▶ [WHAT YOU SHOULD DO] From the entries that follow, extract each line holding the string "data".

▶ [RECORDS FOR PROCESSING]
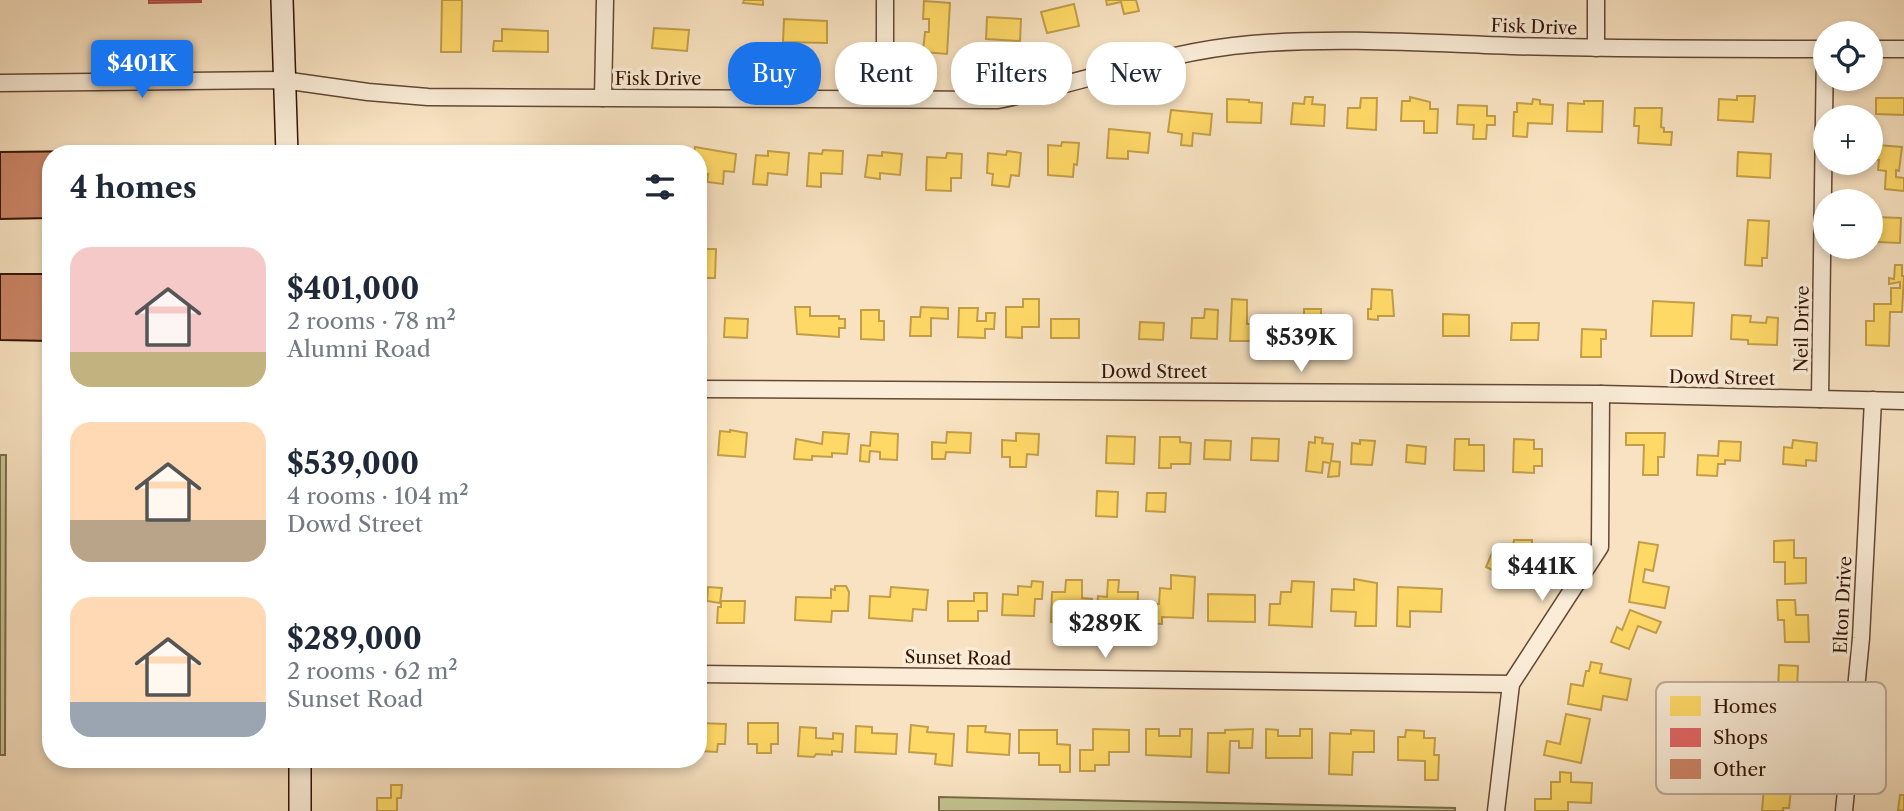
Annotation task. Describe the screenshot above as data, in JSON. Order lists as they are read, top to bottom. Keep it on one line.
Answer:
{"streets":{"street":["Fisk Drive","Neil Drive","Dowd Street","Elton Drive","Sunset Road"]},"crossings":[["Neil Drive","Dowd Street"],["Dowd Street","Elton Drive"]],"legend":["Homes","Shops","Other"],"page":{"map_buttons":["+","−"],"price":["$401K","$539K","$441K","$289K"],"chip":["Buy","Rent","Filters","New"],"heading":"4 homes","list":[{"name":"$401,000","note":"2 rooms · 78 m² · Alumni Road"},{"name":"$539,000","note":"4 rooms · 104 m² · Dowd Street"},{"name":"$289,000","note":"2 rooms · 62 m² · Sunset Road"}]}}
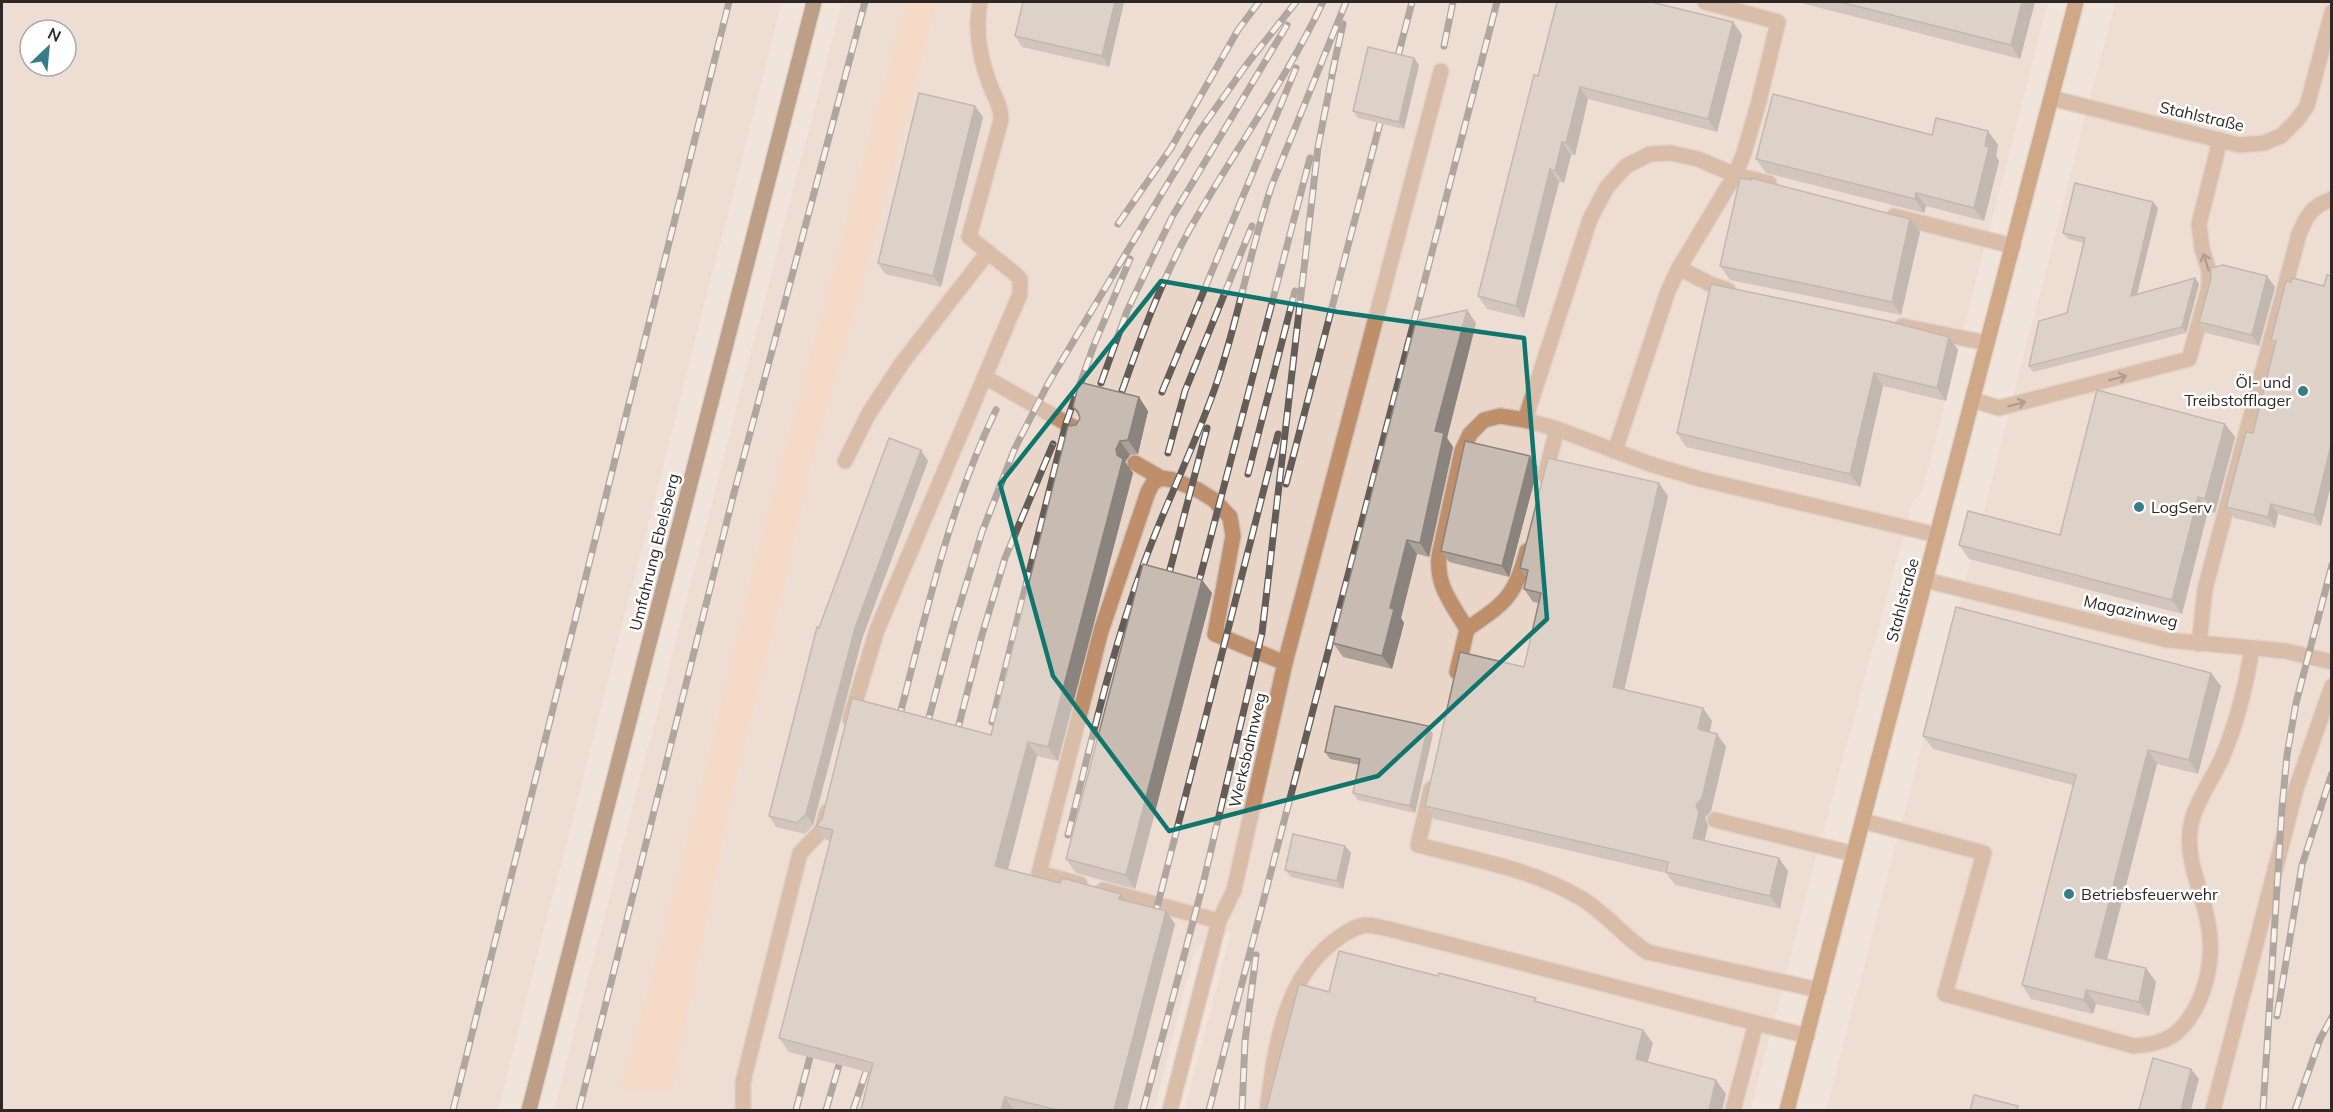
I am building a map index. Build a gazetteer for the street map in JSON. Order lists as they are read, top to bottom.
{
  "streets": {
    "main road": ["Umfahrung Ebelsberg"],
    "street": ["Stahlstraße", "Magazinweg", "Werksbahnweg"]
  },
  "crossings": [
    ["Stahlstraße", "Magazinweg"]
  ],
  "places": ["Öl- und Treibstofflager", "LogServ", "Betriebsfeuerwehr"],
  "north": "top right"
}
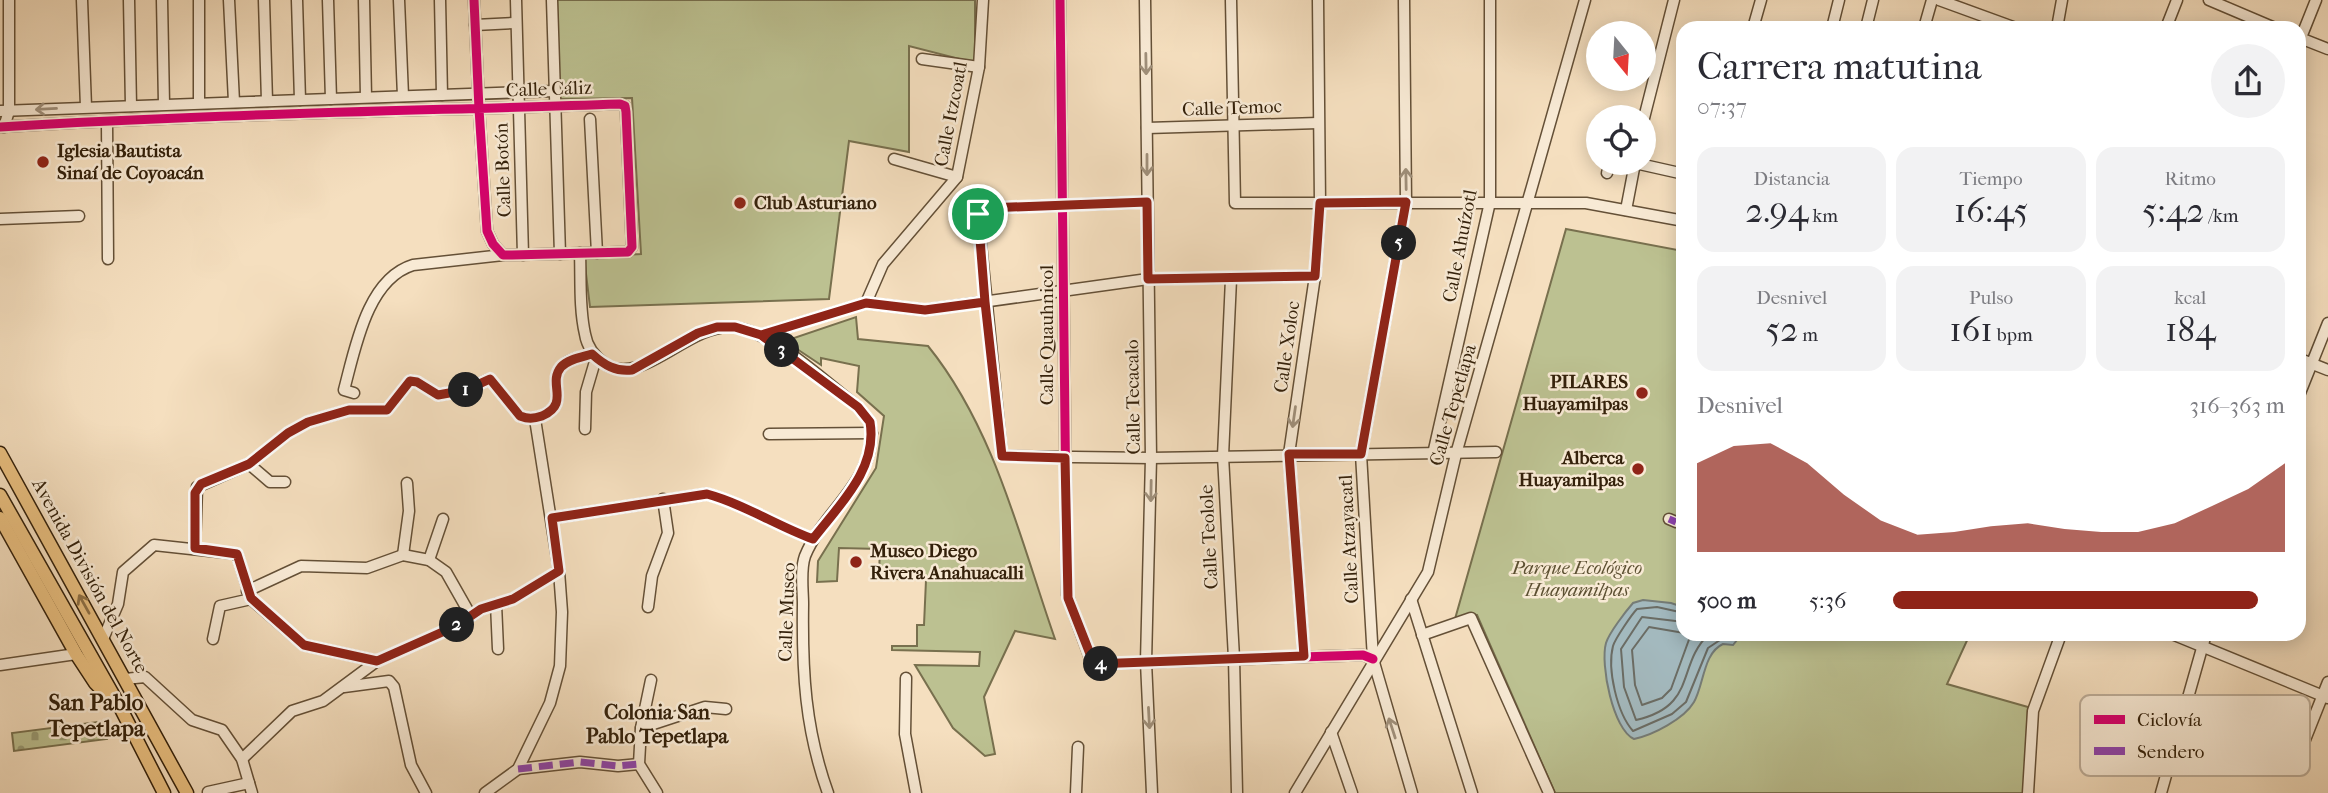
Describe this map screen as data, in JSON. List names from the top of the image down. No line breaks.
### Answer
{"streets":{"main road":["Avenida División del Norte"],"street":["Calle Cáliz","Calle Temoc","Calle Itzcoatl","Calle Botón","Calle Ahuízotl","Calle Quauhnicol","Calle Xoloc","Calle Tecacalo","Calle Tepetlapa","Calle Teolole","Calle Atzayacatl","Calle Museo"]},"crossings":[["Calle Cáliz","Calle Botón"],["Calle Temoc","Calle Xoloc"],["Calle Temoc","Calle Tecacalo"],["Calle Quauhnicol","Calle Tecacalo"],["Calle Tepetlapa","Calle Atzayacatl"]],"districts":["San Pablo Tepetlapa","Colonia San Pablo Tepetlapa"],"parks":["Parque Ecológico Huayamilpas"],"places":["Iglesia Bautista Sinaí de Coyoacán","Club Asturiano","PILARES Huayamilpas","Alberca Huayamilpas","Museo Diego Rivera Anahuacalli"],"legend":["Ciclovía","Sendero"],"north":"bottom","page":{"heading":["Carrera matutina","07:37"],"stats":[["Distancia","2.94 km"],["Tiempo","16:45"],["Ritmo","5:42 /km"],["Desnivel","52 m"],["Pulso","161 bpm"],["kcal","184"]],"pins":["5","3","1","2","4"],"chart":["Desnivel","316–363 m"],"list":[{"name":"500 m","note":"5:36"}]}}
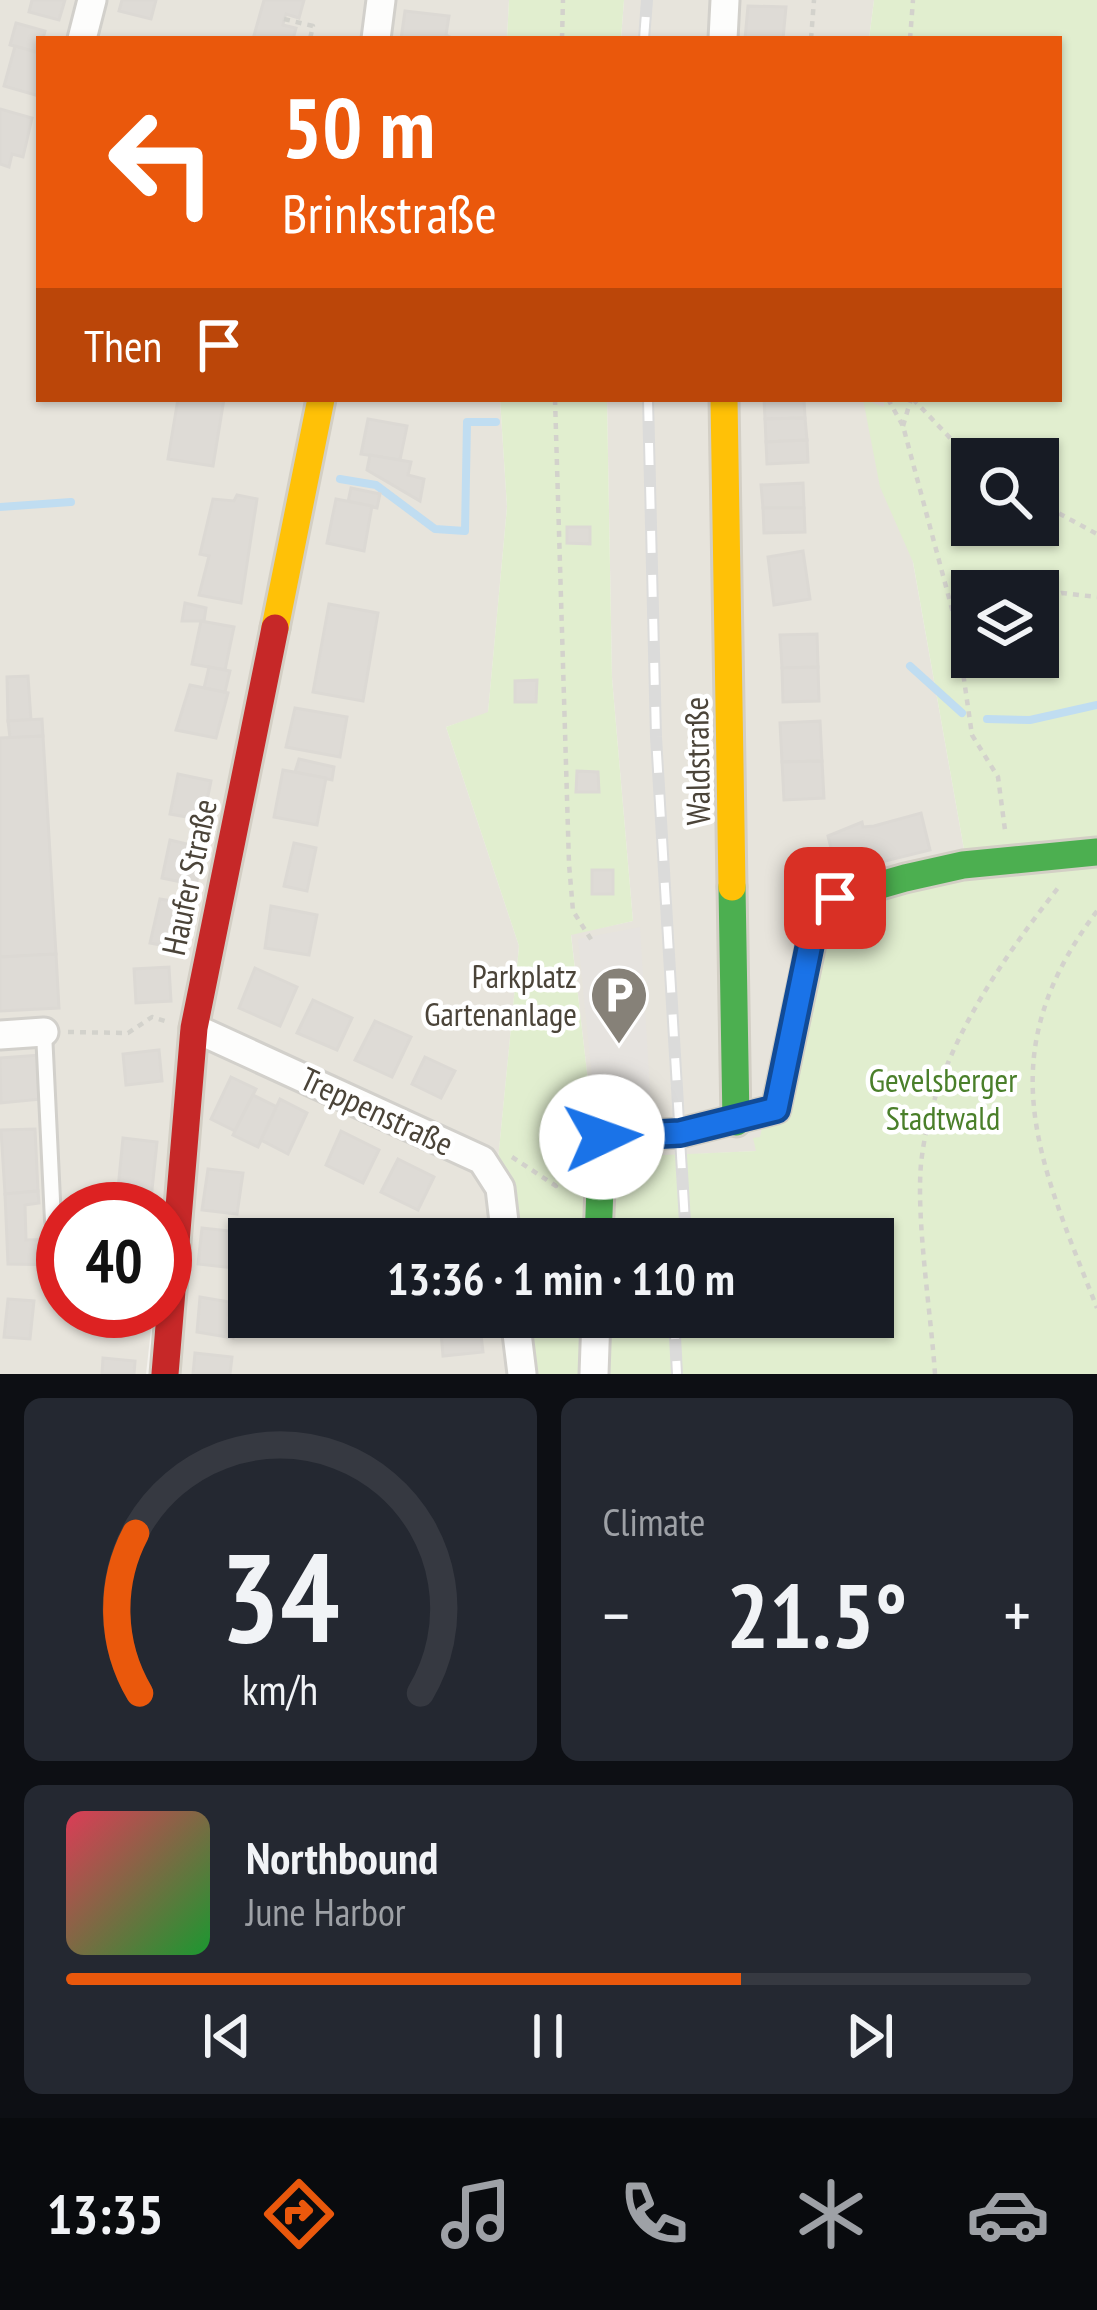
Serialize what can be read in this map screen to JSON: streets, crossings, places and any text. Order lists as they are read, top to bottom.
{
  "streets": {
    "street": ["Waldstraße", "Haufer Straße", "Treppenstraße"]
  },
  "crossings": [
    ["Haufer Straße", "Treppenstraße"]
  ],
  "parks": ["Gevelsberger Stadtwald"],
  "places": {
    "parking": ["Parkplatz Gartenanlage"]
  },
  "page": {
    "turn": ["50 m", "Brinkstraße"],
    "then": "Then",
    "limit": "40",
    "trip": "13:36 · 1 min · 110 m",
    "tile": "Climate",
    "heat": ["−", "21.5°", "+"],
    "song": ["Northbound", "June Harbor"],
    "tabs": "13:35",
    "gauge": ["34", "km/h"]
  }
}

▶ [REPLY TO THE EXERCISE]
Annotation task. Describe the screenshot above as data, in JSON. Order lists as they are read, top to bottom. Keep it on one line.
Describe this map screen as data, in JSON. List names from the top of the image down. No line breaks.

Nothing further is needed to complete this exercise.